__Assigned task__
Print the records exactly as they are written.

__Data provided__
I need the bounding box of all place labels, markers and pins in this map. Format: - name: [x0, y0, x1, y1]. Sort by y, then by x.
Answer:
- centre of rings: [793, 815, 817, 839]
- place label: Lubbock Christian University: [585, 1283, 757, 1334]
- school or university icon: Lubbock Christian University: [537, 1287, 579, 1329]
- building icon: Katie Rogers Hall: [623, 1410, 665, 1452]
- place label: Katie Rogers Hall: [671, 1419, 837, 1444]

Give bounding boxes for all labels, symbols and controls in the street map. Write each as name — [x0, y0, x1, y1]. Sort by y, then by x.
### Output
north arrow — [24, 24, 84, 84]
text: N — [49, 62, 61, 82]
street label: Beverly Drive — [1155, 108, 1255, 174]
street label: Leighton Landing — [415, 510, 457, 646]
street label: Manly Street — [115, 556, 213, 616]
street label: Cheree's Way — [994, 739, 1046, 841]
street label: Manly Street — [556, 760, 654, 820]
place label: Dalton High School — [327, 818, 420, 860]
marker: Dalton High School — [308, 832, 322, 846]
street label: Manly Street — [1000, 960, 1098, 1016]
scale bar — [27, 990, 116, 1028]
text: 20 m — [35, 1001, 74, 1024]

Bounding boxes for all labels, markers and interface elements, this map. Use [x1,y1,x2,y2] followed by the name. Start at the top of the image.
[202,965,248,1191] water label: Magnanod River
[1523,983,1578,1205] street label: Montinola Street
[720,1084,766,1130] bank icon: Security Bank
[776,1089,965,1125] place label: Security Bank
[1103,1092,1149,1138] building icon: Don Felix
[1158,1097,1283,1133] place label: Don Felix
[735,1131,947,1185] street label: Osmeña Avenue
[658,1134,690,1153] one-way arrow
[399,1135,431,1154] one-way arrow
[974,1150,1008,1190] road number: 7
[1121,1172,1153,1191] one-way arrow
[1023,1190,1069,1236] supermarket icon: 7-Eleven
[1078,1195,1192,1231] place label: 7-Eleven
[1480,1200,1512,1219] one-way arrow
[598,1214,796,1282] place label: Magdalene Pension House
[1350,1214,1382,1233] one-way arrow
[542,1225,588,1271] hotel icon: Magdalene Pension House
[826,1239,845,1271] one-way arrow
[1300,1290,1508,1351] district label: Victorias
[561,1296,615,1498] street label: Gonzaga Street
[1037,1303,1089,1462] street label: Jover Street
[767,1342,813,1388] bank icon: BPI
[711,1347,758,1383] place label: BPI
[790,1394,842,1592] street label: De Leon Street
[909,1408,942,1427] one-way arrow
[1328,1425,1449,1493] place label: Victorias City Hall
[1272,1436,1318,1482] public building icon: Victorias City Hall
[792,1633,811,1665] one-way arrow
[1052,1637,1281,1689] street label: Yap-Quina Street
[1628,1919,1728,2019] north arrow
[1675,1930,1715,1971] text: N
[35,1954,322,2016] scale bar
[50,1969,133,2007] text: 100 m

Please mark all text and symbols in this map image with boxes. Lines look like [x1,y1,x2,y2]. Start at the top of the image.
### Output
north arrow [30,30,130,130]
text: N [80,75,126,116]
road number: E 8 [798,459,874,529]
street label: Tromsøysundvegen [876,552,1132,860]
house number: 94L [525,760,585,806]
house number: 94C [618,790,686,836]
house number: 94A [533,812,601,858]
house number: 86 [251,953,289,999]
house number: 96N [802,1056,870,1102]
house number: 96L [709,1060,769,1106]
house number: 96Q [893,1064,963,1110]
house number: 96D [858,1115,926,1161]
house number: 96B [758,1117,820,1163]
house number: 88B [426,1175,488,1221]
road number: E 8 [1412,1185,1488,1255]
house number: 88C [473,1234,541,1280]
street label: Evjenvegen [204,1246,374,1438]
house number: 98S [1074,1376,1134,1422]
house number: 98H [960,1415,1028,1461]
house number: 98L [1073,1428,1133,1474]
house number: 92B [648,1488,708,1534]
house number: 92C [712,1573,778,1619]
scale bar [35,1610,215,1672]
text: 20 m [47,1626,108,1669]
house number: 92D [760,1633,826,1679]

__Response to the task__
I need the bounding box of all place labels, markers and pins in this map. Format: - name: [x0, y0, x1, y1]. Sort by y, then by x.
Answer:
- centre of rings: [793, 815, 817, 839]
- place label: Lubbock Christian University: [585, 1283, 757, 1334]
- school or university icon: Lubbock Christian University: [537, 1287, 579, 1329]
- building icon: Katie Rogers Hall: [623, 1410, 665, 1452]
- place label: Katie Rogers Hall: [671, 1419, 837, 1444]

Give bounding boxes for all labels, symbols and controls in the street map. Write each as name — [x0, y0, x1, y1]. Sort by y, then by x.
### Output
north arrow — [24, 24, 84, 84]
text: N — [49, 62, 61, 82]
street label: Beverly Drive — [1155, 108, 1255, 174]
street label: Leighton Landing — [415, 510, 457, 646]
street label: Manly Street — [115, 556, 213, 616]
street label: Cheree's Way — [994, 739, 1046, 841]
street label: Manly Street — [556, 760, 654, 820]
place label: Dalton High School — [327, 818, 420, 860]
marker: Dalton High School — [308, 832, 322, 846]
street label: Manly Street — [1000, 960, 1098, 1016]
scale bar — [27, 990, 116, 1028]
text: 20 m — [35, 1001, 74, 1024]

Bounding boxes for all labels, markers and interface elements, this map. Use [x1,y1,x2,y2] followed by the name. Start at the top of the image.
[202,965,248,1191] water label: Magnanod River
[1523,983,1578,1205] street label: Montinola Street
[720,1084,766,1130] bank icon: Security Bank
[776,1089,965,1125] place label: Security Bank
[1103,1092,1149,1138] building icon: Don Felix
[1158,1097,1283,1133] place label: Don Felix
[735,1131,947,1185] street label: Osmeña Avenue
[658,1134,690,1153] one-way arrow
[399,1135,431,1154] one-way arrow
[974,1150,1008,1190] road number: 7
[1121,1172,1153,1191] one-way arrow
[1023,1190,1069,1236] supermarket icon: 7-Eleven
[1078,1195,1192,1231] place label: 7-Eleven
[1480,1200,1512,1219] one-way arrow
[598,1214,796,1282] place label: Magdalene Pension House
[1350,1214,1382,1233] one-way arrow
[542,1225,588,1271] hotel icon: Magdalene Pension House
[826,1239,845,1271] one-way arrow
[1300,1290,1508,1351] district label: Victorias
[561,1296,615,1498] street label: Gonzaga Street
[1037,1303,1089,1462] street label: Jover Street
[767,1342,813,1388] bank icon: BPI
[711,1347,758,1383] place label: BPI
[790,1394,842,1592] street label: De Leon Street
[909,1408,942,1427] one-way arrow
[1328,1425,1449,1493] place label: Victorias City Hall
[1272,1436,1318,1482] public building icon: Victorias City Hall
[792,1633,811,1665] one-way arrow
[1052,1637,1281,1689] street label: Yap-Quina Street
[1628,1919,1728,2019] north arrow
[1675,1930,1715,1971] text: N
[35,1954,322,2016] scale bar
[50,1969,133,2007] text: 100 m

Please mark all text and symbols in this map image with boxes. Lines look like [x1,y1,x2,y2]. Start at the top of the image.
### Output
north arrow [30,30,130,130]
text: N [80,75,126,116]
road number: E 8 [798,459,874,529]
street label: Tromsøysundvegen [876,552,1132,860]
house number: 94L [525,760,585,806]
house number: 94C [618,790,686,836]
house number: 94A [533,812,601,858]
house number: 86 [251,953,289,999]
house number: 96N [802,1056,870,1102]
house number: 96L [709,1060,769,1106]
house number: 96Q [893,1064,963,1110]
house number: 96D [858,1115,926,1161]
house number: 96B [758,1117,820,1163]
house number: 88B [426,1175,488,1221]
road number: E 8 [1412,1185,1488,1255]
house number: 88C [473,1234,541,1280]
street label: Evjenvegen [204,1246,374,1438]
house number: 98S [1074,1376,1134,1422]
house number: 98H [960,1415,1028,1461]
house number: 98L [1073,1428,1133,1474]
house number: 92B [648,1488,708,1534]
house number: 92C [712,1573,778,1619]
scale bar [35,1610,215,1672]
text: 20 m [47,1626,108,1669]
house number: 92D [760,1633,826,1679]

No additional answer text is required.